Scenarios for exporting Cloud Logging: Elasticsearch

This scenario shows how to export selected logs from Logging to an Elasticsearch cluster. The scenario assumes there is an established Elasticsearch cluster on Elastic Cloud (Elasticsearch managed service) available for log ingestion.

If you are a Google Cloud customer, you can get started with Elasticsearch through Elastic Cloud on Google Cloud Marketplace, which has integrated billing through your Google Cloud account.

Elasticsearch is a distributed, RESTful search and analytics engine providing rich features and services, optimized for analyzing structured and unstructured logs, metrics, and telemetry. Elastic Cloud on Google Cloud provides industry-leading monitoring and support from both Elastic and Google. Get automatic backups, upgrades, and the latest security patches with little downtime or disruptions.
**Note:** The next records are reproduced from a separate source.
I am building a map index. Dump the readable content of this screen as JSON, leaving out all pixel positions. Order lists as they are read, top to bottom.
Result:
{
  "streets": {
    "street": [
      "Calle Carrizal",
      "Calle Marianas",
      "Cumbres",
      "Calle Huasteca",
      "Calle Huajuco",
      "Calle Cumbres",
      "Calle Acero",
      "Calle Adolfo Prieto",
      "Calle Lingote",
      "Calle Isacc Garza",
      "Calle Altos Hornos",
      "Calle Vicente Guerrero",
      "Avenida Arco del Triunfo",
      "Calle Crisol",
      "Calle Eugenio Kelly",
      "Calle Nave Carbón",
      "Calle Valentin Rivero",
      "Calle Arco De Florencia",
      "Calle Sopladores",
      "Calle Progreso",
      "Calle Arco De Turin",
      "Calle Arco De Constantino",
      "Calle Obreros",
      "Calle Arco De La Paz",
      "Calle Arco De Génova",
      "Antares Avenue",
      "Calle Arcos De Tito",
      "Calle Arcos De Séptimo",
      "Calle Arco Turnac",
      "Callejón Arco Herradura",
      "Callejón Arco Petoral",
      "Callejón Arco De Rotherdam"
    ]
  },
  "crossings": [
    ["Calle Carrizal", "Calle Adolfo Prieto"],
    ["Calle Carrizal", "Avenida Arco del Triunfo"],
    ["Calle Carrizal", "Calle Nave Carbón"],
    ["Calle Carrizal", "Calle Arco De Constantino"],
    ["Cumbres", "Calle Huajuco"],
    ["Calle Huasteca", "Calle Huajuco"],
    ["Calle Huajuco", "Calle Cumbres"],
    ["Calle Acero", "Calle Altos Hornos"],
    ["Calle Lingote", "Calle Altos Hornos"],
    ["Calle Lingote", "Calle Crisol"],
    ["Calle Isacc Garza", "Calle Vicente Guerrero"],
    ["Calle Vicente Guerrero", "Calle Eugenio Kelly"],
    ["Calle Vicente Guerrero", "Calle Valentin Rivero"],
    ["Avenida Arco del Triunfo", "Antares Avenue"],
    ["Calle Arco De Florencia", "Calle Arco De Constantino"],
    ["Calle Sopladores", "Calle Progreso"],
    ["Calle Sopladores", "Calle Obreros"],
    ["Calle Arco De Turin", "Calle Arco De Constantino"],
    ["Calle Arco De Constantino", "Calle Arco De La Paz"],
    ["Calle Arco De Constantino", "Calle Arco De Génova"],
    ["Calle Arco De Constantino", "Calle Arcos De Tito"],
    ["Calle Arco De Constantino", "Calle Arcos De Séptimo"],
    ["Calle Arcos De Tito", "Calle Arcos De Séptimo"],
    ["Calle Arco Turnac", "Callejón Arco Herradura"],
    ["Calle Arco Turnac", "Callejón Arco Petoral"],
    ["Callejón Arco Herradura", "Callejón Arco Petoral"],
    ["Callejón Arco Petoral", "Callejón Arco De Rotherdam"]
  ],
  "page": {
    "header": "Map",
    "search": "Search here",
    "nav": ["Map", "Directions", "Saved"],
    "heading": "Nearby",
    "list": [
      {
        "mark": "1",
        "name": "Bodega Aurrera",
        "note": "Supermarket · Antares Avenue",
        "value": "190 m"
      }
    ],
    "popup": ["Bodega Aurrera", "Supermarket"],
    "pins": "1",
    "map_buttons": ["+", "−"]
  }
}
You can use a similar process for the self-managed Elastic Stack in their Google Cloud account.

This scenario is part of the series Design patterns for exporting Logging.


The Elastic Stack unifies all operational data and brings to it fast, reliable, and relevant search and real-time analytics. Beats, Elastic's lightweight data shippers, sit on the edge, or run serverless as a Cloud Function, and are used for collecting and ingesting data. They are the simplest way to ingest data into Elasticsearch to be visualized in Kibana.

Logstash remains a useful ingest tool if you are looking to collect data from multiple sources and significantly transforming your data prior to ingesting into Elasticsearch or exporting to a variety of outputs. Beats and Logstash can be used together, or individually, for sending Google Cloud related log data to Elasticsearch by publishing those events to Pub/Sub.


Beats ship with prepackaged modules focusing on monitoring, alerting, and reporting on logs and metrics. This document focuses on Filebeat, because it serves as a good starting point in an overall observability solution, adding other modules and integrations subsequently.

Some of the more popular use cases for Beats include the following:

The following diagram shows an example of one basic architecture for exporting Google Operations Cloud Logging into Elasticsearch using Beats. Filebeat for Google Cloud module collects audit, VPC flow, and firewall logs. Whether the environment contains containers, serverless functions, VMs, or apps, Cloud Logging sinks are configured to send the appropriately filtered data to a Pub/Sub topic, which Filebeat will send into Elasticsearch for ingesting and aggregating to be searched and reported on within Kibana.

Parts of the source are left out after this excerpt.